Men need to learn from women. Fathers need to create memories for the family, and when the events contained in those memories are repeated often enough, those memories become traditions, whose observation provide anchors from the past, which bring stability and significance to life in the present and in the future. A word of advice to you fathers, “If your children can’t name three family traditions in just a moment of thought, you need to work on this aspect of your family life.”
In Fiddler on the Roof, the wonderful Broadway musical, which became a great movie, Tevia, the patriarch of his wife and five daughters, examined the issue of traditions. His traditions were religious and had been passed down for centuries, but his observations tell us of the importance of traditions.

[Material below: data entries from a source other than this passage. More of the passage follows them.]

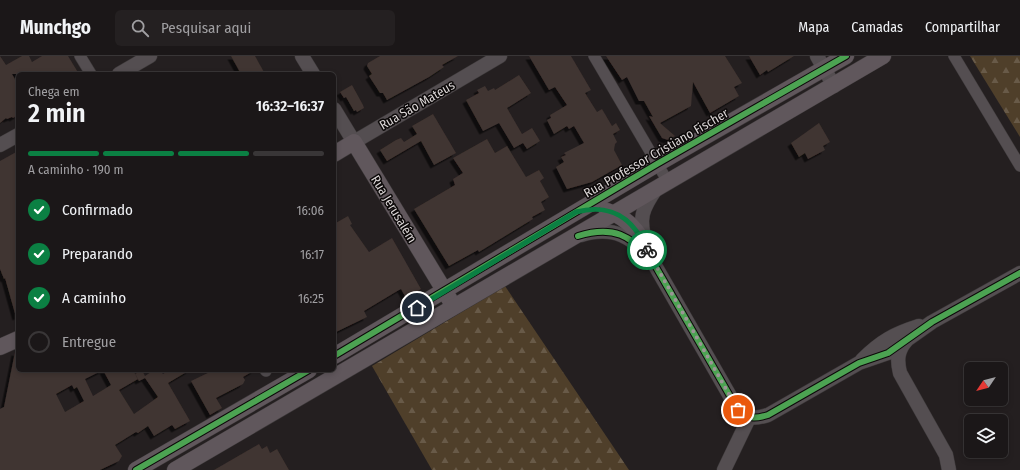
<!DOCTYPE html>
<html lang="pt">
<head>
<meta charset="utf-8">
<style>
	:root { --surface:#1b1718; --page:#242021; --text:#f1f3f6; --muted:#a09fa2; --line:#393637; --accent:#0b8043 }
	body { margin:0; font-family:"Fira Sans Condensed",sans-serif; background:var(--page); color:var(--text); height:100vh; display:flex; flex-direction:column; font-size:15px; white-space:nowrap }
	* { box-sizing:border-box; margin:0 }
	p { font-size:13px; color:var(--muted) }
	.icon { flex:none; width:22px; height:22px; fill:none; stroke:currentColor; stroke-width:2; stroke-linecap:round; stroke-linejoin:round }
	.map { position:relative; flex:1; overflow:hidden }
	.details { position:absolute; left:16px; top:16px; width:320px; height:300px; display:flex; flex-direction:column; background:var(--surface); border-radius:6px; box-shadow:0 2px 6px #0003,0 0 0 1px var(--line) }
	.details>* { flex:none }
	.needle { width:26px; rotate:235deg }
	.tools { position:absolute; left:964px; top:306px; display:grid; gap:8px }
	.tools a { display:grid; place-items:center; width:44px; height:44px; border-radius:6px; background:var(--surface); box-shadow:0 2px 6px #0003,0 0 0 1px var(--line); font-size:20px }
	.pin { position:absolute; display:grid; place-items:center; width:34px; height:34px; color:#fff; margin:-17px; border:2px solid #fff; border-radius:50%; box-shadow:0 1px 4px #0007 }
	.courier { position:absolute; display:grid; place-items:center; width:40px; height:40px; margin:-20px; border:3px solid #0b8043; border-radius:50%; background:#fff; color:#222; box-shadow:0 1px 5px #0007 }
	.summary em { font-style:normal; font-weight:600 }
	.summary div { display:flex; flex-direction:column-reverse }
	.summary { display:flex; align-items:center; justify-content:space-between; height:68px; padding:0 12px }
	h1 { font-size:26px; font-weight:600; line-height:30px }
	.bar { display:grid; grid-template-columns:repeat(4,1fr); gap:6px 4px; align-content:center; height:48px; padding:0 12px }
	.bar i { height:5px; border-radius:3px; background:var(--line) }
	.bar .current { background:var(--accent) }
	.bar p { grid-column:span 4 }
	ol { padding:0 12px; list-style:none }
	li { display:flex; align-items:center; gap:12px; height:44px }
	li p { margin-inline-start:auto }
	li .icon { padding:4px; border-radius:50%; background:var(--accent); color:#fff; stroke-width:4 }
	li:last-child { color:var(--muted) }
	li i { width:22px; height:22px; border:2px solid var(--line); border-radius:50% }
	header { display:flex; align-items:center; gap:24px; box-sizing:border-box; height:56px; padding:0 20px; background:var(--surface); border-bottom:1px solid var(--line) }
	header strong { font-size:19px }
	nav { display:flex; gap:22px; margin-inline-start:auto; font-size:14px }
	.search { width:280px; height:36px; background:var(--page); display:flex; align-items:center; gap:10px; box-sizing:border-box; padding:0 14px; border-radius:6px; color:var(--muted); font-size:15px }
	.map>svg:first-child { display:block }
</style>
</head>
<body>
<header>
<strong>Munchgo</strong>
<div class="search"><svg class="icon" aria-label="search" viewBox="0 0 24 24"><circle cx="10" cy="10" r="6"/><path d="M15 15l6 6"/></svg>Pesquisar aqui</div>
<nav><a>Mapa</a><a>Camadas</a><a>Compartilhar</a></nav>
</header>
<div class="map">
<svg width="1020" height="414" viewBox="0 0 1020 414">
	<defs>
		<pattern id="forest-firs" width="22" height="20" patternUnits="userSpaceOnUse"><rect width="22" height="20" fill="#4f3f2a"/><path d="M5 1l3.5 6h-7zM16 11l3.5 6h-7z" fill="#685a48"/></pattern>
		<filter id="shadow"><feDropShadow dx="-3.5" dy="3.5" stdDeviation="0" flood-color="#0009"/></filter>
	</defs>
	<rect width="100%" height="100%" fill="#241f20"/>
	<g fill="url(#forest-firs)">
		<path d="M970,0h50v81z"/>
		<path d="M505,230l124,184h-197l-60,-104z"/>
	</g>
	<g fill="#403430" fill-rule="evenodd" filter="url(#shadow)">
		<path d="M0,0l6,9 16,-9h7l3,6 10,-6h26l11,18h-67l6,11v30l-5,3 -1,-1 -5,2 -1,-1 -6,5z"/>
		<path d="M231,0h24l10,18h-24z"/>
		<path d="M380,0h78l-16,9 2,2 -15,10 -42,23 -4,-7h-3l-11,-17 3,-2 -5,-8 1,-3z"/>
		<path d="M529,0h42l20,34 -6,3 12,19 5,-3 10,17 4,-3 4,7 -7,4 4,8 -2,2 -1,6 8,15 -30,17 -25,7 -11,-22 8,-5 -3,-5 5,-2 -2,-2 20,-10 -10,-17 -5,3 -2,-3 -13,8 -7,-14 4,-2 -1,-3 17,-10 -12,-18 -6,3z"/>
		<path d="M606,0h119l17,27 -8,4 5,9 -29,17 -17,-31 -2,24 -31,17 15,13 -7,4 -6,-2 -13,-22 4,1 -9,-16h-5l-12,-24 -5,3z"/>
		<path d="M749,0h45l-26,16 -1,-2 -7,5z"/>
		<path d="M519,19l12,18 -24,15 15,26 10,-6 8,13 -13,8 -4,-6 -9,5 -15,-25 -16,8 -17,-31 13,-7 -2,-3 8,-4 3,5 6,-3 1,2z"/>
		<path d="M352,29l11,20 1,3 -7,4 -1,-2 -2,1 -8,-14 -2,1 -4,-6z"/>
		<path d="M433,58l23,39 -22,12 -13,-24 -34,20 -7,-11 16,-10 5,-2 3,4 13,-8 -5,-8z"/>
		<path d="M819,67l11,19 -7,4 2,4 -17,9 -3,-6 -6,4 -8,-14z"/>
		<path d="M487,83l8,14 12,-7 19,31 13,-7 5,8 -4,3 9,16 -8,5 4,8 -13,7 1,2 -54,33 -1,-2 -29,16 -35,-57 41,-24 -2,-6 10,-6 -10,-15z"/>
		<path d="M18,95v165l-2,1 -11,-39 -1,1 -4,-10v-108z"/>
		<path d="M348,160l4,8 -2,1 19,27 23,-14 29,51 -15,9 -5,-9 -2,1 -35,21 3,6 -33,16v-109z"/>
		<path d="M15,296l3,1v17h85l-18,9 8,17 18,-11 -8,-15h30l5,9 -19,11 15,24 24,-17 -13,-19 -6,3 -4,-7 7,-4 3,6 9,-6h6l3,4 6,-4h21l-22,13 22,38 -15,8 -3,-4 -18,11 -6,-10 -10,7 -2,-1 -21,13 7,11 -3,5 -19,9h-100v-61l4,-2zM72,329l2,4 3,-2 7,14 -19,11 -9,-18z"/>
		<path d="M214,314h6l2,3 5,-3h28l-12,7 2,3 -2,4 -27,14 6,10 -12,7 -19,-34z"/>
		<path d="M259,388l3,5 5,-3 3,7 7,-4 12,21h-75z"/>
	</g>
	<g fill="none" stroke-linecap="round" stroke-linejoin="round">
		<g stroke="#3d393a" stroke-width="12">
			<g id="minor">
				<path d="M80,0l11,18"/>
				<path d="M594,0l74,126"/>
				<path d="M954,0l66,110"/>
				<path d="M265,314l1,1"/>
			</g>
		</g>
		<g stroke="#3d393a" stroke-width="15">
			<g id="tertiary">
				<path d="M302,0l11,18"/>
				<path d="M817,0l17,30"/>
				<path d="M119,18l31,-18"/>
				<path d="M334,53l20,33 146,-86"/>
				<path d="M0,89l18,-10"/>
				<path d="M581,179c33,-10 52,2 72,27l85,148c10,9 17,9 30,5l91,-52 29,-10 44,-31 88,-49"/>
				<path d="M646,187c-8,-24 -4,-34 10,-54"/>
				<path d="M906,285c-9,10 -9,20 -6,32l46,82 3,15"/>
				<path d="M862,304c19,-19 32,-26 57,-34"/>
				<path d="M724,414l25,-52"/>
			</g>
		</g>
		<g stroke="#3d393a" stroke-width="17">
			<g id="secondary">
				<path d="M334,98l20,-12 96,158"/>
				<path d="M607,155c26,8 35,27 46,51"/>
				<path d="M0,291l18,-8"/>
				<path d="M334,300l323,-192 189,-108"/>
				<path d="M136,414l173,-100"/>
				<path d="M175,414l708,-414"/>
			</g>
		</g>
		<use href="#minor" stroke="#544e51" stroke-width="11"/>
		<use href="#tertiary" stroke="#544e51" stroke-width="14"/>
		<use href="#secondary" stroke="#60575c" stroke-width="16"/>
		<g stroke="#0c0909" stroke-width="8">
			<g id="cycleway">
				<path d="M578,180c35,-11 53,-1 75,26l85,148c10,9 17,9 30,5l91,-52 29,-10 44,-31 88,-49"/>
				<path d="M334,300l323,-192 189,-108"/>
				<path d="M136,414l173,-100"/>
			</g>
		</g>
		<use href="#cycleway" stroke="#4ca352" stroke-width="6"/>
	</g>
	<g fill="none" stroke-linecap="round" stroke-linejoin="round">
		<path stroke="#9b9696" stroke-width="4" stroke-dasharray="0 7.2" d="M647,194l91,160"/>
		<path stroke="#0b8043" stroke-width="5" d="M417,252l159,-96c35,-9 57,5 71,38"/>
	</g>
	<g text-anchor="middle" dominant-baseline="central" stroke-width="3" stroke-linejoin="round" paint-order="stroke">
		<g font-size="13" fill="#dbd6d6" stroke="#0c0909">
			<text transform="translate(417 49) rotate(-30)">Rua São Mateus</text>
			<text transform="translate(656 97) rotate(-30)">Rua Professor Cristiano Fischer</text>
			<text transform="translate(394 153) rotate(59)">Rua Jerusalém</text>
		</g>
	</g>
</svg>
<div class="tools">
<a><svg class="needle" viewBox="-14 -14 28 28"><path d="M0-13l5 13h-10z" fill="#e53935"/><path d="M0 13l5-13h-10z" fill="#a09fa2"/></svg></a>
<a><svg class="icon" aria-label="layers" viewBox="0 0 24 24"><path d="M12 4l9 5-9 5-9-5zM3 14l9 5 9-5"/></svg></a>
</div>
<div class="pin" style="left:738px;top:354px;background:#ea580c"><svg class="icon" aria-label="bag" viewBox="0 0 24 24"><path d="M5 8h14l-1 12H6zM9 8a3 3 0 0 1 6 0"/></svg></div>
<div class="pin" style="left:417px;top:252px;background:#1f2937"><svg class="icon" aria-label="home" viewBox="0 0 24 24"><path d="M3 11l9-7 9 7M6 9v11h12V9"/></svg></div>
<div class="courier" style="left:647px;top:194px"><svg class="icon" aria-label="bike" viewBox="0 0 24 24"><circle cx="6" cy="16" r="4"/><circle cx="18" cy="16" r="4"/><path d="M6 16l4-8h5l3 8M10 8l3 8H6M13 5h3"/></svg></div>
<section class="details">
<div class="summary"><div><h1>2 min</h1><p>Chega em</p></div><em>16:32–16:37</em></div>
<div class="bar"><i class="current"></i><i class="current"></i><i class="current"></i><i></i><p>A caminho · 190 m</p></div>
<ol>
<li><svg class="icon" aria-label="check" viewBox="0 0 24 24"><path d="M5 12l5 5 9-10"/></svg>Confirmado<p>16:06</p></li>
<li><svg class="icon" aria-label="check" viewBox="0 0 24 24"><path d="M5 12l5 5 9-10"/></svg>Preparando<p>16:17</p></li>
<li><svg class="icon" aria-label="check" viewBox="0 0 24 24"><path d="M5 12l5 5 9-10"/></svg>A caminho<p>16:25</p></li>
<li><i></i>Entregue</li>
</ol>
</section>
</div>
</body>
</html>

Commenting that life is as tenuous as a “fiddler playing on a high-pitched roof,” Tevia asks the question, “How do we stay up there, without breaking our neck?” The answer, “TRADITION!” After relating a number of traditions, Tevia asked a question, which he intended to answer, “Why do we have these traditions?” Quickly, he answered, “Because they teach us who we are and what God expects of us!”
Gentiles have never quite discovered the power and the value of traditions, but women intuitively have known this seemingly from the beginning of time. Whether your traditions are ancient religious ones or a tradition which you started last year, they provide opportunities to invest life and individuals with value and virtue. Special occasions such as wedding anniversaries and birthdays are logical and important occasions on which to make affirmative statements about the value of relationships.
With unbridled delight, with unmeasured joy and with absolute truthfulness, I declare that my life is richer, more meaningful and more significant because of the words I said on August 7, 1965, when at 11:14 AM in First Baptist Church, Baton Rouge, Louisiana, I said, “I do.” And as I have counseled my children and others when I said, “I do,” I did, and I will.